*TASK STATEMENT*: In your copy, include every line of the records exactly and no picture at all.

*MATERIAL FOR THE TASK*:

====

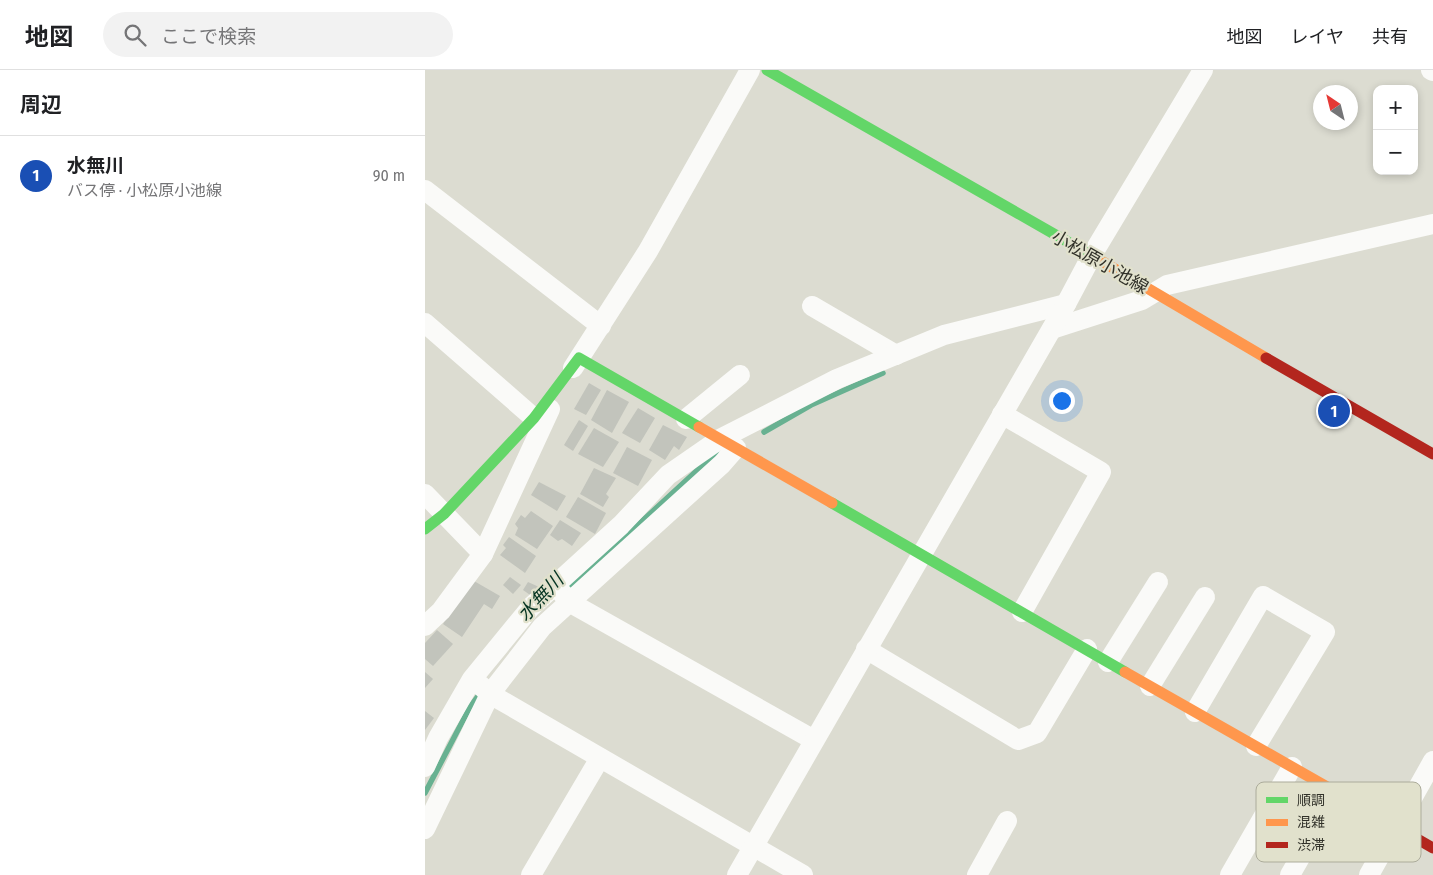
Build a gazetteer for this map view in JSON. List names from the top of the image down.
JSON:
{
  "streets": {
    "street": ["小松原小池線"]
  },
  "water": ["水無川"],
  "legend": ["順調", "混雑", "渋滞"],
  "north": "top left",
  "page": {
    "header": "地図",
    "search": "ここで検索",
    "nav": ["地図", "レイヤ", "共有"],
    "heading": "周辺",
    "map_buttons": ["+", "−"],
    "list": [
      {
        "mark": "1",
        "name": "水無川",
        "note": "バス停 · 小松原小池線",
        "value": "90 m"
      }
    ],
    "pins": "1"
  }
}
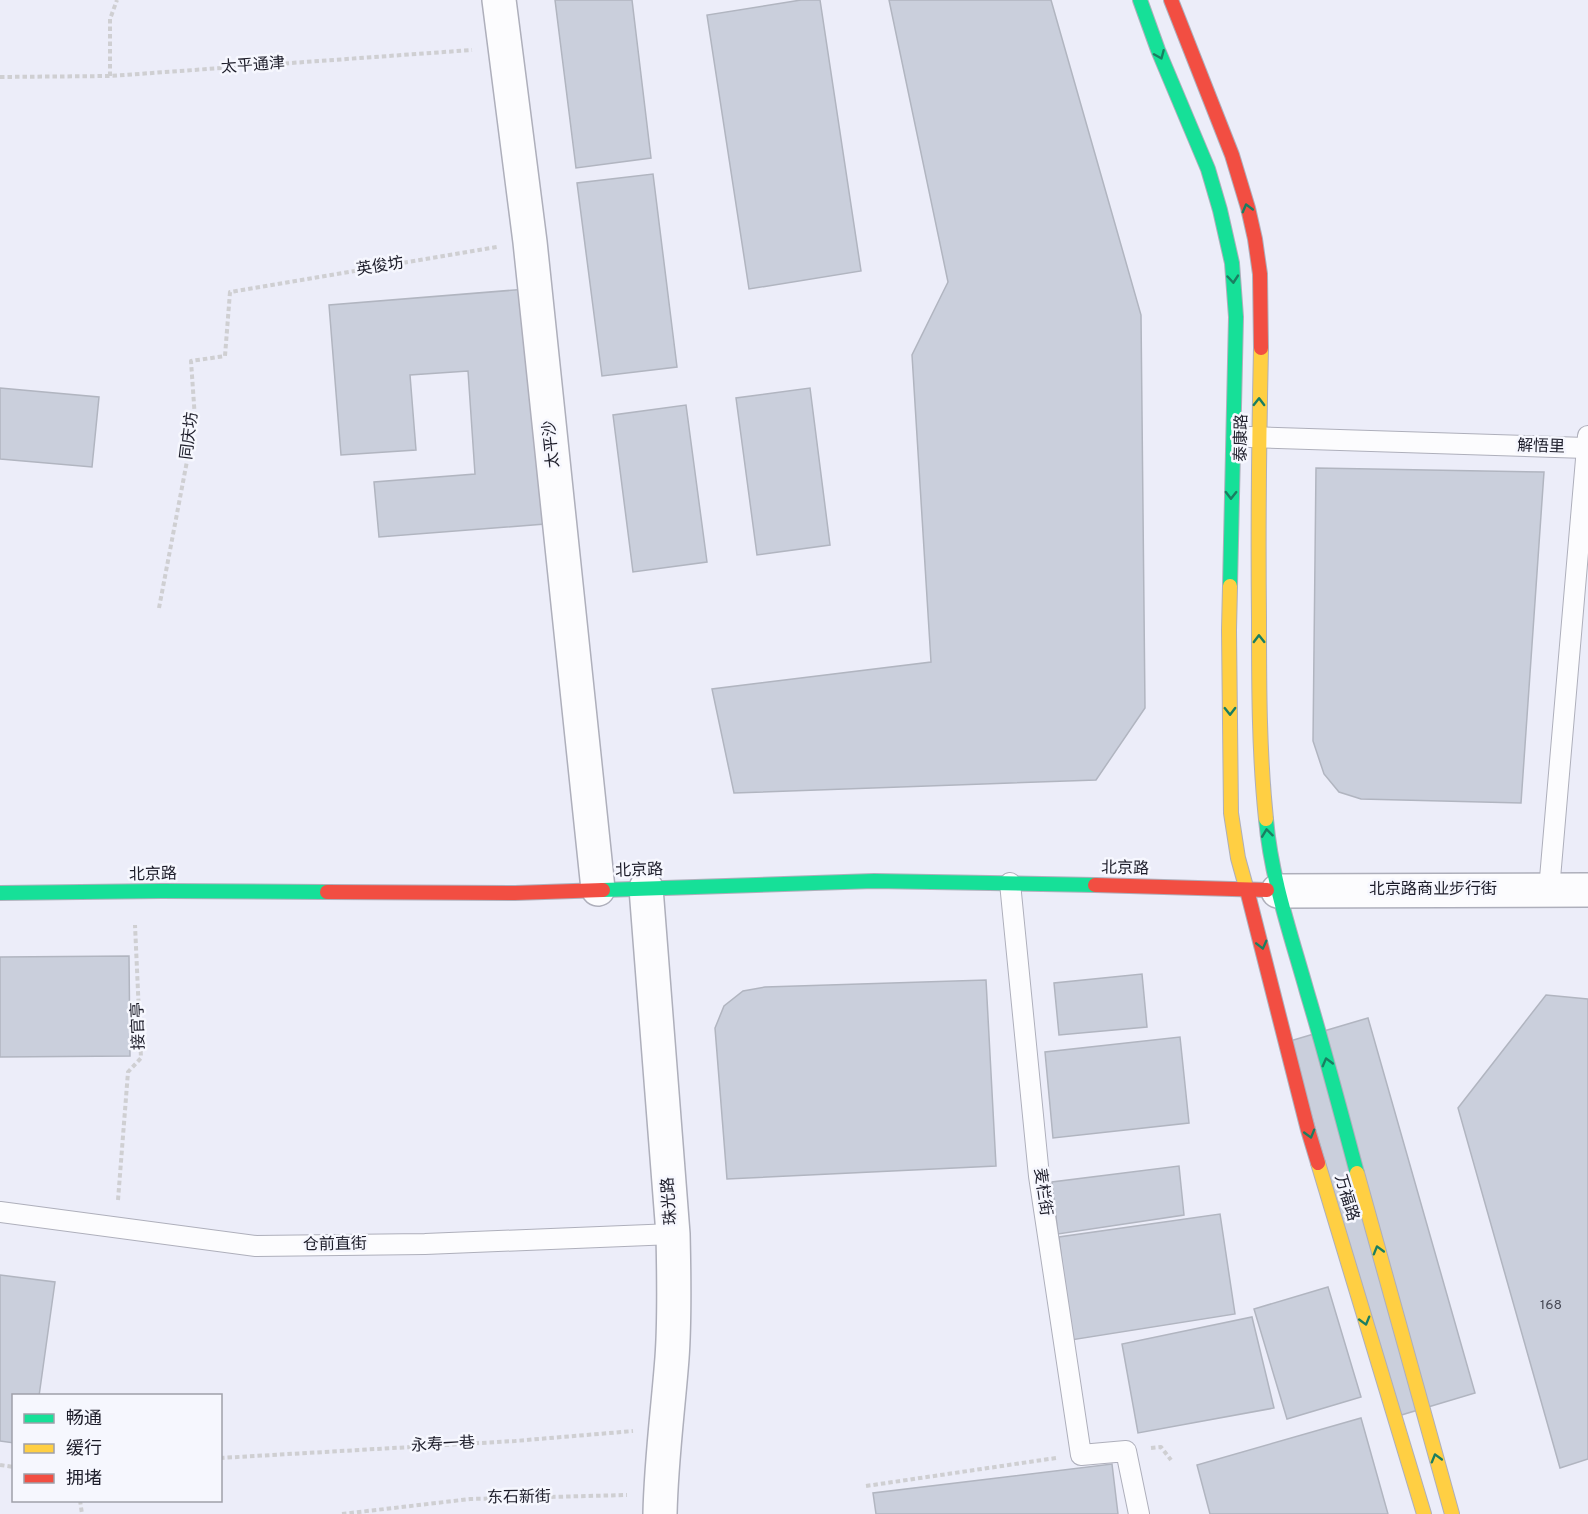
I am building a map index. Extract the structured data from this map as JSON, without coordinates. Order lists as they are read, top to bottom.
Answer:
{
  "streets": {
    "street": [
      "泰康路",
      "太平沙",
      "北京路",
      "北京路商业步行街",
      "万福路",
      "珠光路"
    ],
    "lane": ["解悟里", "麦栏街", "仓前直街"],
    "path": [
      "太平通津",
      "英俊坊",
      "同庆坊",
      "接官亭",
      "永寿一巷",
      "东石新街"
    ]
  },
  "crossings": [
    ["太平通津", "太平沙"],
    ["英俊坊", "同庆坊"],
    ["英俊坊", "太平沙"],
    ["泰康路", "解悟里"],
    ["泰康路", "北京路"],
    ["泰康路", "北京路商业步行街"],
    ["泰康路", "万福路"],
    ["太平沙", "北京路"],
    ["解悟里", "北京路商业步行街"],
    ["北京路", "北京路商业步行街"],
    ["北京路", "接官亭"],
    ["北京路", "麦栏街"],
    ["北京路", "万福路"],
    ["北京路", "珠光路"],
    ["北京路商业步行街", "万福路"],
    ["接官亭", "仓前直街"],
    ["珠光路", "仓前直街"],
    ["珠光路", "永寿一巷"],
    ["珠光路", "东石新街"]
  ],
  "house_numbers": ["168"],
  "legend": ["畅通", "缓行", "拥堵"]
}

====

*FINISHED EXERCISE*:
Build a gazetteer for this map view in JSON. List names from the top of the image down.
JSON:
{
  "streets": {
    "street": ["小松原小池線"]
  },
  "water": ["水無川"],
  "legend": ["順調", "混雑", "渋滞"],
  "north": "top left",
  "page": {
    "header": "地図",
    "search": "ここで検索",
    "nav": ["地図", "レイヤ", "共有"],
    "heading": "周辺",
    "map_buttons": ["+", "−"],
    "list": [
      {
        "mark": "1",
        "name": "水無川",
        "note": "バス停 · 小松原小池線",
        "value": "90 m"
      }
    ],
    "pins": "1"
  }
}
I am building a map index. Extract the structured data from this map as JSON, without coordinates. Order lists as they are read, top to bottom.
Answer:
{
  "streets": {
    "street": [
      "泰康路",
      "太平沙",
      "北京路",
      "北京路商业步行街",
      "万福路",
      "珠光路"
    ],
    "lane": ["解悟里", "麦栏街", "仓前直街"],
    "path": [
      "太平通津",
      "英俊坊",
      "同庆坊",
      "接官亭",
      "永寿一巷",
      "东石新街"
    ]
  },
  "crossings": [
    ["太平通津", "太平沙"],
    ["英俊坊", "同庆坊"],
    ["英俊坊", "太平沙"],
    ["泰康路", "解悟里"],
    ["泰康路", "北京路"],
    ["泰康路", "北京路商业步行街"],
    ["泰康路", "万福路"],
    ["太平沙", "北京路"],
    ["解悟里", "北京路商业步行街"],
    ["北京路", "北京路商业步行街"],
    ["北京路", "接官亭"],
    ["北京路", "麦栏街"],
    ["北京路", "万福路"],
    ["北京路", "珠光路"],
    ["北京路商业步行街", "万福路"],
    ["接官亭", "仓前直街"],
    ["珠光路", "仓前直街"],
    ["珠光路", "永寿一巷"],
    ["珠光路", "东石新街"]
  ],
  "house_numbers": ["168"],
  "legend": ["畅通", "缓行", "拥堵"]
}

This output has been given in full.